Avoiding investing potholes
Investing mistakes can cost investors lots of money and even derail plans for retirement.
Take unadvertised fees, for instance. Paying an additional 1 percent in fees every year over the span of a career can lighten your account by tens of thousands of dollars at retirement.
Similarly, investing too conservatively is riskier in the long run. When investors ignore unseen sources of risk, they hurt themselves. Since the market crash in 2008, many investors have been hesitant to take risks with their portfolio because they don’t want to lose money.
Learn how to avoid these seven biggest investing mistakes so you can reach your retirement goals.
Not taking full advantage of tax breaks
A person’s actual investments can be less important than the types of accounts used for retirement investing.

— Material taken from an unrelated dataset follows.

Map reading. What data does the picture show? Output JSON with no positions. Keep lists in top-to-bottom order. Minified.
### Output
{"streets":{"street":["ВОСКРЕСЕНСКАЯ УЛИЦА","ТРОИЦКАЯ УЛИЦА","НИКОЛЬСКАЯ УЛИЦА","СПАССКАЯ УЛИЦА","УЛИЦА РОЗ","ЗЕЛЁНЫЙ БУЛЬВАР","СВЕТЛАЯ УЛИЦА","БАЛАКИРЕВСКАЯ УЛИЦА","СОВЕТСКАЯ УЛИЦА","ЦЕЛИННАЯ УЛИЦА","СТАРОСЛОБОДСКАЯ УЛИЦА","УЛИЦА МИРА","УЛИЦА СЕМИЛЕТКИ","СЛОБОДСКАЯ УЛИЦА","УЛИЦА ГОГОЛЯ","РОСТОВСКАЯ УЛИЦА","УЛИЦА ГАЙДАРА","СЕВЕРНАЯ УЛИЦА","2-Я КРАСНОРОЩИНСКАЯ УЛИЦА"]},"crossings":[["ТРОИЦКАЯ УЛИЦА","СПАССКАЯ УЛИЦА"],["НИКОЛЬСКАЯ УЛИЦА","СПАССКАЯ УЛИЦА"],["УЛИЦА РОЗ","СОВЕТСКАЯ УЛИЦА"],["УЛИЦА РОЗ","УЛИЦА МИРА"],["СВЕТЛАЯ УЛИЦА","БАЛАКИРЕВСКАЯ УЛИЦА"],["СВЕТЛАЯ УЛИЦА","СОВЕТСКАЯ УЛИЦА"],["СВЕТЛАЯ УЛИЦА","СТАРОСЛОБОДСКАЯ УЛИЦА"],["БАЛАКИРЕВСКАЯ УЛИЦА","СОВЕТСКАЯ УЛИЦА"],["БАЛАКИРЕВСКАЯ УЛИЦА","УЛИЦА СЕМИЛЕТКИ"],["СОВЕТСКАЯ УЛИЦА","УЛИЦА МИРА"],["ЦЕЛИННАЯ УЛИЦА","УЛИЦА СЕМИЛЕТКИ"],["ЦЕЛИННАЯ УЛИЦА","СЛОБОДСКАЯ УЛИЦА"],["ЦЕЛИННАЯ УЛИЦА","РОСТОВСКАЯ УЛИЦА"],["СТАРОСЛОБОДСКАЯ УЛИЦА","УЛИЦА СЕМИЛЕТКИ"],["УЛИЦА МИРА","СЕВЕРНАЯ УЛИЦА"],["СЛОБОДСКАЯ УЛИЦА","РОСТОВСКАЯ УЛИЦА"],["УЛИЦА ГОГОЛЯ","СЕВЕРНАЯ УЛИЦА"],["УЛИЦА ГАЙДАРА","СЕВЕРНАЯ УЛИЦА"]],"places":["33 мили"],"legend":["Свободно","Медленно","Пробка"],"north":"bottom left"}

The tax-favorable 401(k) plans and individual retirement accounts, or IRAs, are a huge leg up in getting to retirement because they enable your tax-deferred earnings to compound.
It’s unwise to pass up the opportunity to invest in a plan when your employer matches a portion of your contributions. That’s because you’re passing up free money — the equivalent of refusing a salary increase when it’s offered.
Not saving enough — or at all
Once you sign up, figuring out the best amount to contribute is the next hurdle. Unsurprisingly, most people don’t contribute enough.
The average contribution rate is 6 percent, says Anthony Webb, former senior research economist at the Center for Retirement Research at Boston College. Combined with a typical 50 percent match from the employer, the average employee saves 9 percent of salary annually.
High fees in retirement plans, investments
From the expenses charged by mutual funds to record-keeping costs, fees add up. That translates to fewer dollars available for compounding and a lot less money at retirement.
Plan fees can run as high as 4 percent, but “an acceptable level is around 1.5 percent for everything,” says Craig Morningstar, chief operating officer at Dynamic Wealth Advisors. That includes the mutual fund fee known as the expense ratio.
If plan fees are unreasonably high, participants should also ask if the plan is working with a professional plan fiduciary. A professional fiduciary can save a plan enough money to more than make up for their expense.
Workers can most easily control mutual fund costs by making smart investment choices. Since high fees can negate any outperformance above benchmarks, low-cost index funds are generally the best bet.
Focusing on only one risk
Most people need to get substantial returns on their portfolio to arrive at retirement with a decent-sized pot of money. That means investing in stocks is prudent for most. However, some people believe they can get by without investing in stocks at all.
Avoiding stock market risk increases other types of risk, like the possibility of outliving your money.
Then there are the investors who follow the herd as the market is going up, investing in hot sectors on a whim, often taking on more risk than they might otherwise.
In a similar vein, there are savers who manage to sock away money, but never come up with an investing plan.
Retiring with no plan for income
Retirement is a gradual process that involves some planning. Ideally, people begin to transition their portfolio into retirement mode years before they actually retire.
Throughout their career, workers have lots of time to save money and wisely invest in a range of assets. As retirement nears, the mix of investments needs to change, moving away from growth in accumulation toward a distribution and preservation stage.
Investors should rebalance their portfolio to make sure their risk tolerance matches their age and timeline to retirement. That usually means scaling back equity exposure and increasing the amount of bonds in the portfolio.